Gather all lines with "names" from the records.

ENTRIES SUPPLIED:
====================

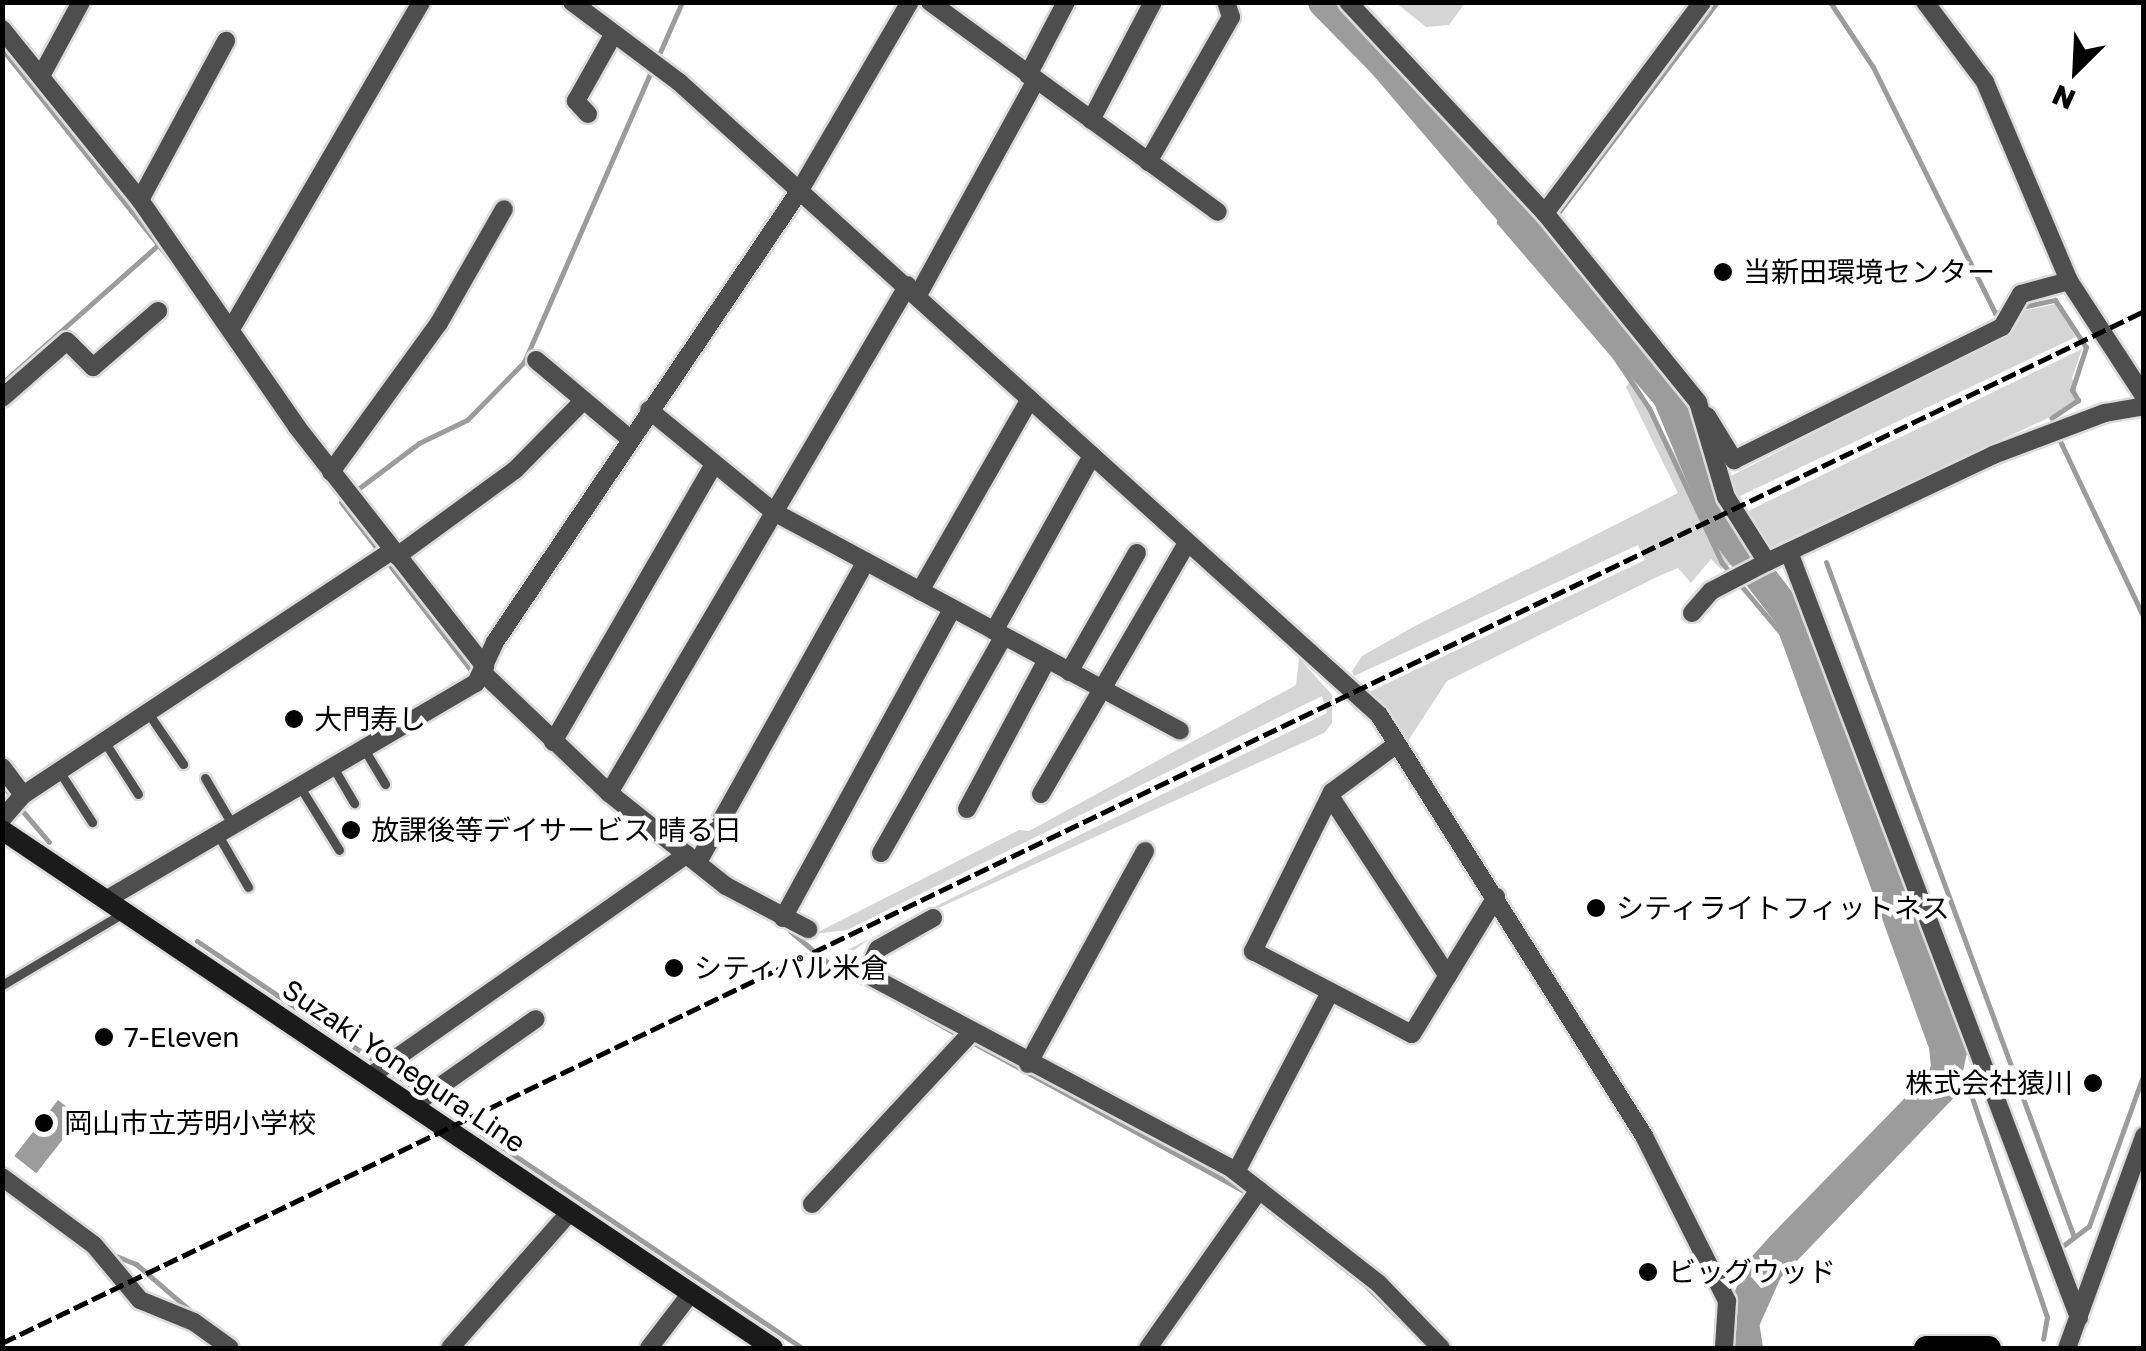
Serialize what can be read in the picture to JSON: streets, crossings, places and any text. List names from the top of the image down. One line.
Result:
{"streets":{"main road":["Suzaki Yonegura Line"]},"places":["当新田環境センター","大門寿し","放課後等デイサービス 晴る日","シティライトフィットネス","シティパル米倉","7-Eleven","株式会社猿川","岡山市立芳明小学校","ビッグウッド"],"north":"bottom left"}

====================

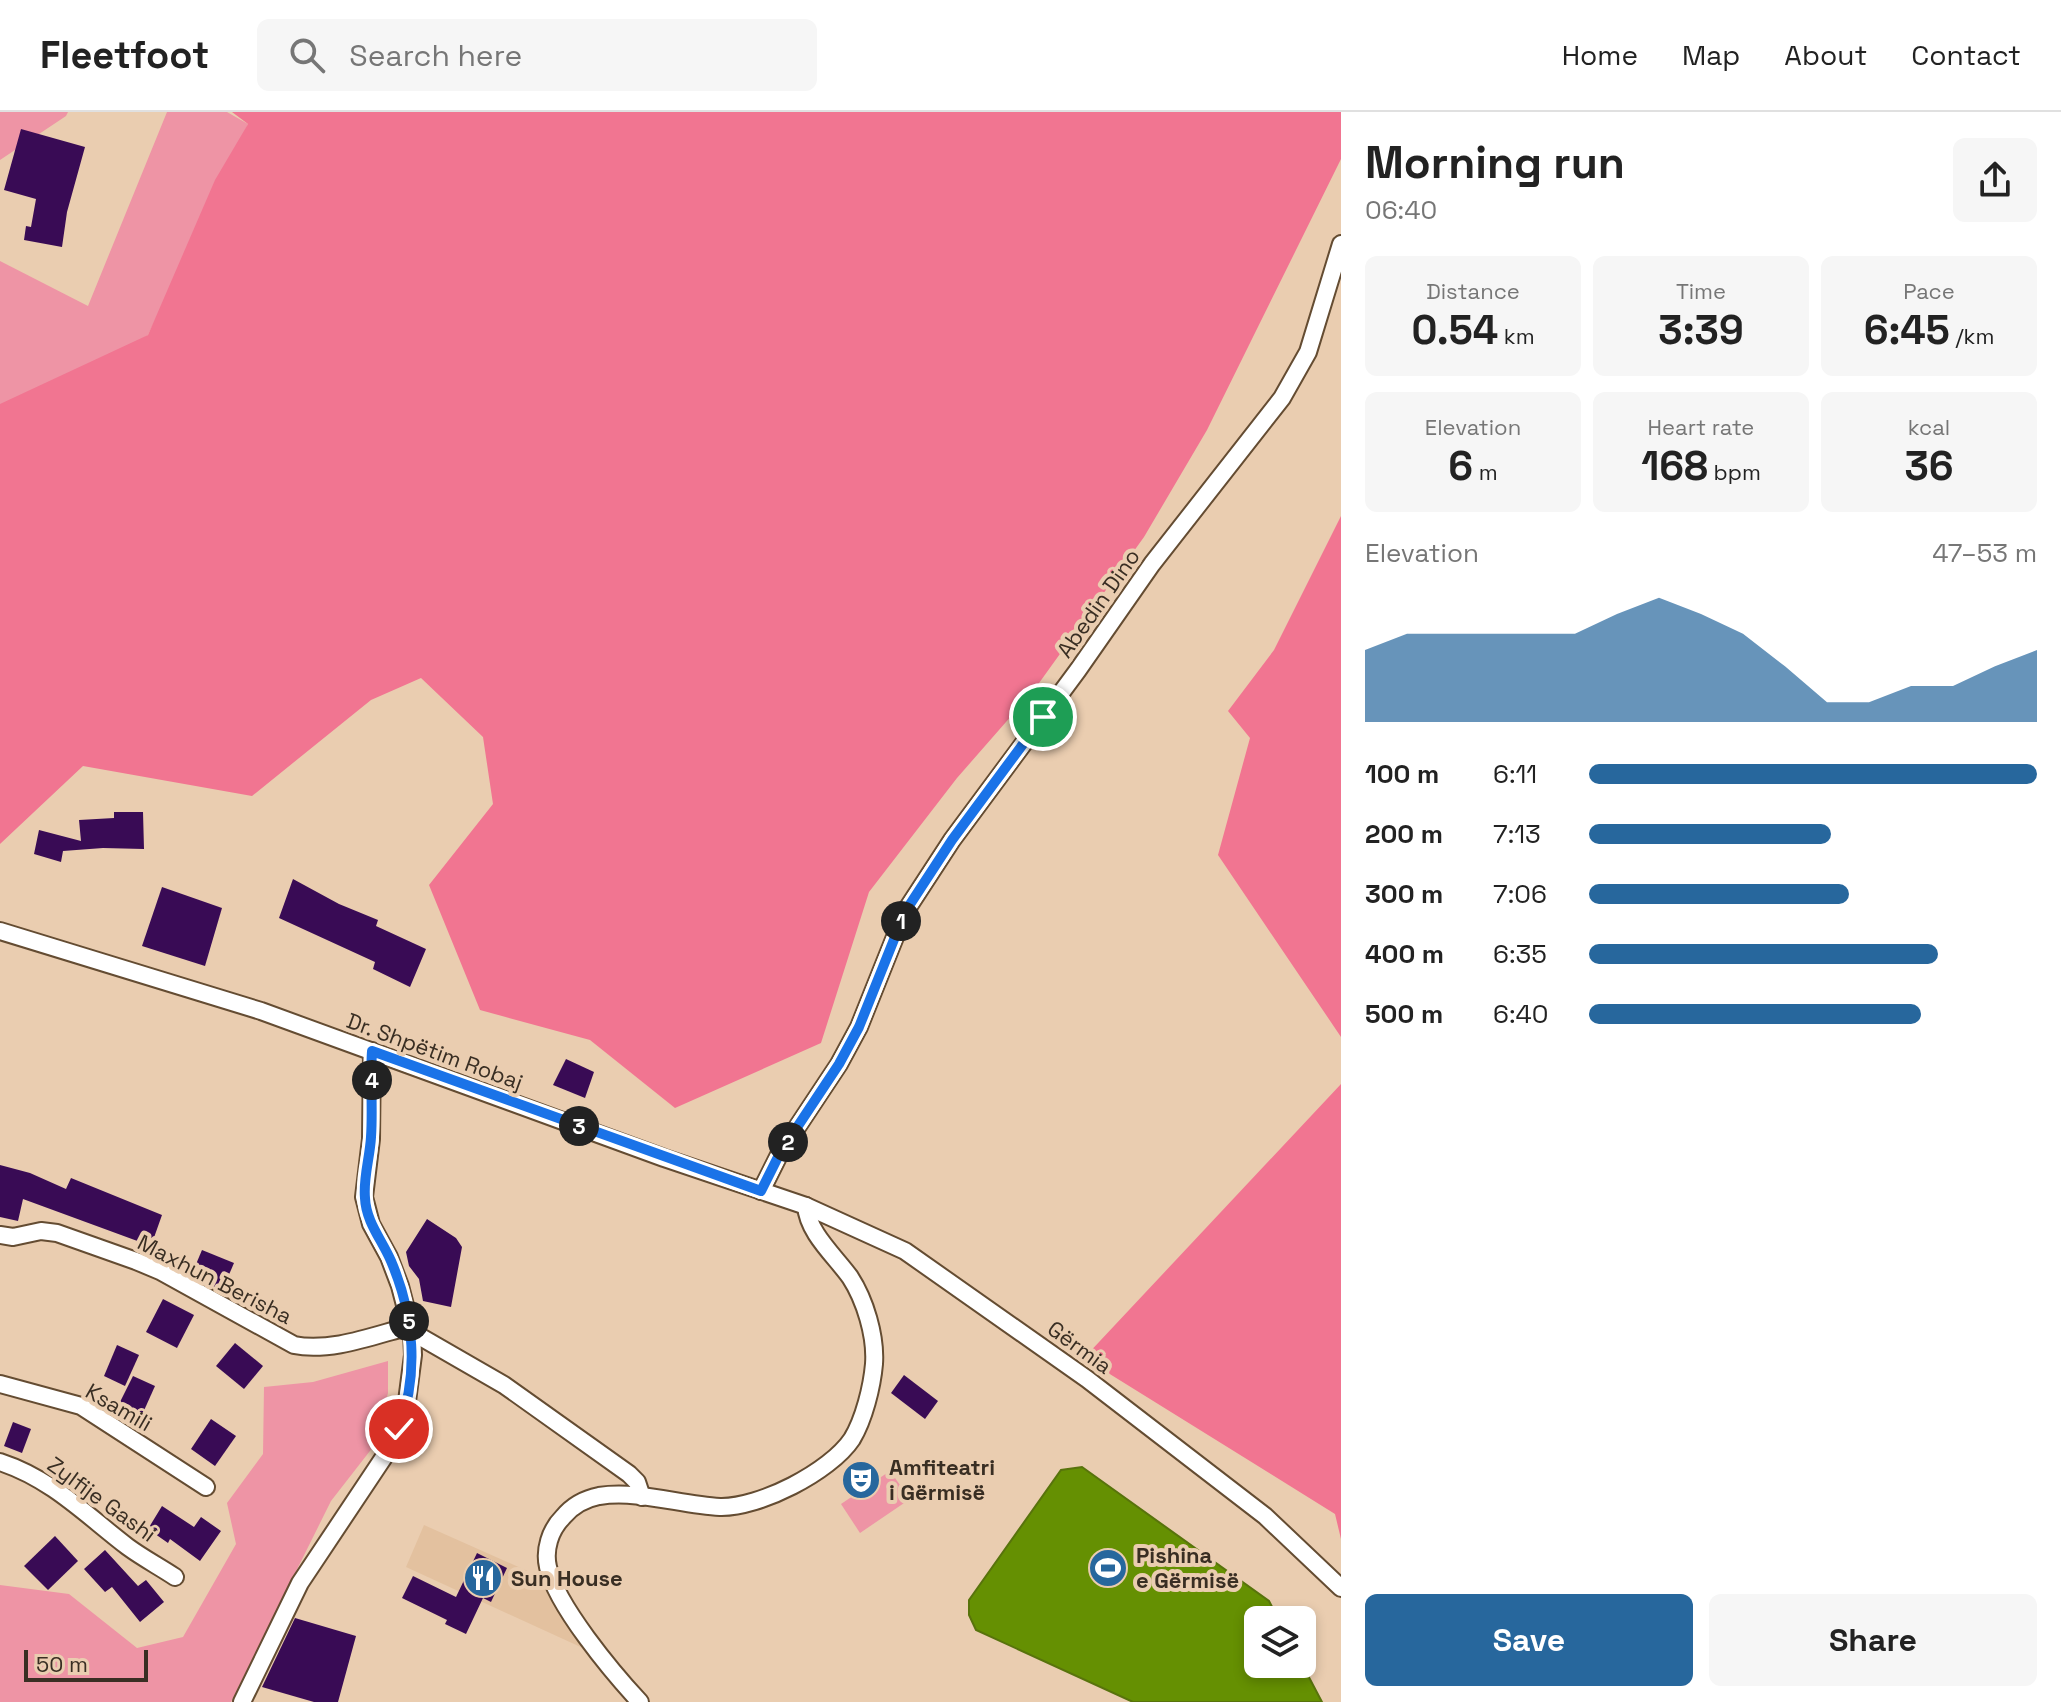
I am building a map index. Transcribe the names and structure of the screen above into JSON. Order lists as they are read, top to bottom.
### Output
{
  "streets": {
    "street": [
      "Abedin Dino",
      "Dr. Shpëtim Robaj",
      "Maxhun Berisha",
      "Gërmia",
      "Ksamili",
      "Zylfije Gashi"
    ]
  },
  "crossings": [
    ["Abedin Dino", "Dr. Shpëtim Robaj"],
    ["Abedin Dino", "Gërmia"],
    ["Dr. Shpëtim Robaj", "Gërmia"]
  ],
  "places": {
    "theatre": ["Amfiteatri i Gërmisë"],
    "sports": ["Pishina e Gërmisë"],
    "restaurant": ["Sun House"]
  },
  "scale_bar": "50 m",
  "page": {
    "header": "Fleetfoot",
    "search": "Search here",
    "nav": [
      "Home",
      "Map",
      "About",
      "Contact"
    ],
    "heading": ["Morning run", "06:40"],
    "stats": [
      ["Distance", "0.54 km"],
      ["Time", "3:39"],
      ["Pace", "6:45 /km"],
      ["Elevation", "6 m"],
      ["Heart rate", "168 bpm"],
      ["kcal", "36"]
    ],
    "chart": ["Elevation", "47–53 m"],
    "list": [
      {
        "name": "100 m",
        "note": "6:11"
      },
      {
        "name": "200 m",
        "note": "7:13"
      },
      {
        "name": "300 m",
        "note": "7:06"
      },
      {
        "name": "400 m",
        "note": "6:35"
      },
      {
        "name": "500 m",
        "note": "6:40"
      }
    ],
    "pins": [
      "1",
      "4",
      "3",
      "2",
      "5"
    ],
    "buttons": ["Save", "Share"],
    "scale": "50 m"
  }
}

====================

TASK OUTPUT:
Serialize what can be read in the picture to JSON: streets, crossings, places and any text. List names from the top of the image down. One line.
I am building a map index. Transcribe the names and structure of the screen above into JSON. Order lists as they are read, top to bottom.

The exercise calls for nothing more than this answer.